RELATE

EUROVOC Classification

The PyEurovoc classification model is based on contextualized word embeddings, trained using bert-base-romanian-cased-v1. A GitHub repo with scripts and example usage is available here. Related paper is Avram Andrei-Marius, Vasile Păiș, and Dan Tufiș. "PyEuroVoc: A Tool for Multilingual Legal Document Classification with EuroVoc Descriptors." In Proceedings of the International Conference on Recent Advances in Natural Language Processing (RANLP 2021), 2021. The model achieves F1=80.90 on EUROVOC IDs, while conversion to MT labels translates into F1=86.12 and for top-level domains P=88.40.

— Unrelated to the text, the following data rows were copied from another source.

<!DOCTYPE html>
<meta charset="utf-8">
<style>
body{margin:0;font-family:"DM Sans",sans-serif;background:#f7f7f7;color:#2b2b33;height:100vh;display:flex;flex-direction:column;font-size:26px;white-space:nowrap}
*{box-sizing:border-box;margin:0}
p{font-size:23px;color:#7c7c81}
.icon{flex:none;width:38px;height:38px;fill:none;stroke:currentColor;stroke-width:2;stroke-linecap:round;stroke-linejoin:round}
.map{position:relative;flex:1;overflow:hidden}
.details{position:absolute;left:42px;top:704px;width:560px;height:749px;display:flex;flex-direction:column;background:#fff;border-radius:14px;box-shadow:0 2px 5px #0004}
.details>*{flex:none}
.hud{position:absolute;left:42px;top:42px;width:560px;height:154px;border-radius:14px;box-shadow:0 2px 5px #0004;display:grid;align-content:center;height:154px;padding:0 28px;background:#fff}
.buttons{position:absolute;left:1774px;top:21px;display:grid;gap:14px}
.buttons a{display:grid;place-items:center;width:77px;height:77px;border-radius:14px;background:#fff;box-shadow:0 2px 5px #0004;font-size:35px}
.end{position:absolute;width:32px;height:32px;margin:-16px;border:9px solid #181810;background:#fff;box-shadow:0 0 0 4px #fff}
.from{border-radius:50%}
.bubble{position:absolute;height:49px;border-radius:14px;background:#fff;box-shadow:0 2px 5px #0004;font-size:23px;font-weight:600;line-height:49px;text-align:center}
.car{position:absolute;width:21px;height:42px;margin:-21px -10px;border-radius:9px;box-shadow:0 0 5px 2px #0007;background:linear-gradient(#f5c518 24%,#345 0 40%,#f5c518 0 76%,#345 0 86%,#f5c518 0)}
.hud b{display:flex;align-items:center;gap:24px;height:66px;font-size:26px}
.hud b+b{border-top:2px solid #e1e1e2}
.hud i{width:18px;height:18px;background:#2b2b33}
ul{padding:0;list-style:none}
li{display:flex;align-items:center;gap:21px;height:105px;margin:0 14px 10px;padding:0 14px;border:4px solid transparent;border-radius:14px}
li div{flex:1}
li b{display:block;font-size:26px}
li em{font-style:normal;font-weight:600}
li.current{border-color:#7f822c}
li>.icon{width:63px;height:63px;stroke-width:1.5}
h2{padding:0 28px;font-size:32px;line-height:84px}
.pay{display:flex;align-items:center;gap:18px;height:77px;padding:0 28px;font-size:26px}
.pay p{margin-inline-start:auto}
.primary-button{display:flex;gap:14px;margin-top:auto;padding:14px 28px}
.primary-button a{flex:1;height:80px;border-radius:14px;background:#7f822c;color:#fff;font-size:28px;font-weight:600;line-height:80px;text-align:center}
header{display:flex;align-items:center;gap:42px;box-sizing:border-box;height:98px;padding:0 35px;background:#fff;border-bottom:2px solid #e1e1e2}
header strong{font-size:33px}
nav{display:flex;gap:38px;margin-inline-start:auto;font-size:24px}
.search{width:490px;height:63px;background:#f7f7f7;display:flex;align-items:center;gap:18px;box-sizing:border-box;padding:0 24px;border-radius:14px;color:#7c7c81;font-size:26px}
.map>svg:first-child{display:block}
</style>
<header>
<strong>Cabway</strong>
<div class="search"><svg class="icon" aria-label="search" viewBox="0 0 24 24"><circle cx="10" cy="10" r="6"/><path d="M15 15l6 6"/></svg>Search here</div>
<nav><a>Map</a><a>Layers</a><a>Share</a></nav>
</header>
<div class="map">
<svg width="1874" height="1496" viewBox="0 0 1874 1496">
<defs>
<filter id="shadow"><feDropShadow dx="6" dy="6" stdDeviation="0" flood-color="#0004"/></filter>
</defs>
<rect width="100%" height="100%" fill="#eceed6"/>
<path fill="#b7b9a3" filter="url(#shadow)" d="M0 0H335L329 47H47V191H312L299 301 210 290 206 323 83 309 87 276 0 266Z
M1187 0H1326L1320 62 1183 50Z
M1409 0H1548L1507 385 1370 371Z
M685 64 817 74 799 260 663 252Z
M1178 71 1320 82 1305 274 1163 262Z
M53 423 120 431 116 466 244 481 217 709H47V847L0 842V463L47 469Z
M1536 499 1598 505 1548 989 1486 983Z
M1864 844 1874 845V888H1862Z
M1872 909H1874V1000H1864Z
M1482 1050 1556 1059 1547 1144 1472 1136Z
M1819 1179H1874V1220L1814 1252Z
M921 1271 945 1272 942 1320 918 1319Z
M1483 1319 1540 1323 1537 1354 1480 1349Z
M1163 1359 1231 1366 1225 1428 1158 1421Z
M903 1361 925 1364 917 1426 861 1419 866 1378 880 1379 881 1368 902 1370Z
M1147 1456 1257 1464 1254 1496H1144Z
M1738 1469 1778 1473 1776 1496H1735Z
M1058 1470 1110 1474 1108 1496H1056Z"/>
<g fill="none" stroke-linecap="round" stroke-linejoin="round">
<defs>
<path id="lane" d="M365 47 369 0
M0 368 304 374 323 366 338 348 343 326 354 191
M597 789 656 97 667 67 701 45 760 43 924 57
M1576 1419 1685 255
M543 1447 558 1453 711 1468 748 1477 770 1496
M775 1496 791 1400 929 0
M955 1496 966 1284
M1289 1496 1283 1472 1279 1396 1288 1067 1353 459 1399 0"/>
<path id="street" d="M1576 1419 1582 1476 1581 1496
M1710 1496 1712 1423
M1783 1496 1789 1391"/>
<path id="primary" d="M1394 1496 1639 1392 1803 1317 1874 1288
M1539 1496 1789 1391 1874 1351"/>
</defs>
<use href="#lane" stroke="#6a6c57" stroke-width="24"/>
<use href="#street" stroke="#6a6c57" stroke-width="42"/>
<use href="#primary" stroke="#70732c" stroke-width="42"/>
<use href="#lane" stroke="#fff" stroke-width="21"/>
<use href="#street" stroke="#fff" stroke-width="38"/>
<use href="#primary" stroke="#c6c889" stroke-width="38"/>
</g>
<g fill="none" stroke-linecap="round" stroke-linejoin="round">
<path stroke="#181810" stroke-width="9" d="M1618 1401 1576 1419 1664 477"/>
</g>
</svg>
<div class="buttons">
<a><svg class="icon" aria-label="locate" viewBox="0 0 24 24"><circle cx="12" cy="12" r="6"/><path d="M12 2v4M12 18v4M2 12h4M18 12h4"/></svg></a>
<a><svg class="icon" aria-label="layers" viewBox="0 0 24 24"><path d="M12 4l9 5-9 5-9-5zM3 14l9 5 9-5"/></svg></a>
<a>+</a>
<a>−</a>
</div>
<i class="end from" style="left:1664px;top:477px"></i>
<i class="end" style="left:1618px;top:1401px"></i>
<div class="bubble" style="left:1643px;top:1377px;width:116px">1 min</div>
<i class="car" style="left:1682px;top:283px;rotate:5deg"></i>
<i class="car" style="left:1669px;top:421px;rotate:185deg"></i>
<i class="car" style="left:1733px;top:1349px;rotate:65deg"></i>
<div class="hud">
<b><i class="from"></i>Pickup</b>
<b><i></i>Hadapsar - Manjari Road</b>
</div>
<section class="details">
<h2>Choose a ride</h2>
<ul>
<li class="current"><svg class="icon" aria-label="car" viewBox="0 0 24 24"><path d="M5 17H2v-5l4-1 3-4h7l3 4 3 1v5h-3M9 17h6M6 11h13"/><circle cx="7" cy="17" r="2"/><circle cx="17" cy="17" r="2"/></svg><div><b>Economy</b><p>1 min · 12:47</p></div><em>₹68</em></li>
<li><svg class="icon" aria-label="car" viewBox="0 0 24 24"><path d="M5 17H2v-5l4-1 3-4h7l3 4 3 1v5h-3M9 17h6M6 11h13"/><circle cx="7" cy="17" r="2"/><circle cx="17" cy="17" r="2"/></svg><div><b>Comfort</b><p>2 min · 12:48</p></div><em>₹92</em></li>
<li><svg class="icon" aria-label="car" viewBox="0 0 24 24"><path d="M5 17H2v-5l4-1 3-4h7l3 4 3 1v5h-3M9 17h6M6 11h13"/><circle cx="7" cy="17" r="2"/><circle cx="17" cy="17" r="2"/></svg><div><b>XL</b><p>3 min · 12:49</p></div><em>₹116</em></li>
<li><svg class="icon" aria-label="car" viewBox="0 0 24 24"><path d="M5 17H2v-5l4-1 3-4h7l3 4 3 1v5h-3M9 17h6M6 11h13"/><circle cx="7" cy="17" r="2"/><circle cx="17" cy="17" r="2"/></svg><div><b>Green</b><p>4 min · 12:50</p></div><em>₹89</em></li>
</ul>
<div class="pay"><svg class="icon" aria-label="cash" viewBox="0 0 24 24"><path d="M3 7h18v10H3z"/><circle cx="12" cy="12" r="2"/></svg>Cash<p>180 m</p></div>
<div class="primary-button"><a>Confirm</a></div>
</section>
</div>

The FastText EuroVoc classification model for Romanian language was trained using FastText with CoRoLa based word embeddings. It is served using a changed version of FastText supporting serving trained models. It can be downloaded from our github: https://github.com/racai-ai/ServerFastText. The model achieves P=50.93, R=56.40, F1=53.53 on EUROVOC IDs, while conversion to MT labels translates into P=56.05, R=68.95, F1=61.83 and for top-level domains P=64.9, R=77.89, F1=70.80. The model can be downloaded here: BIN or VEC.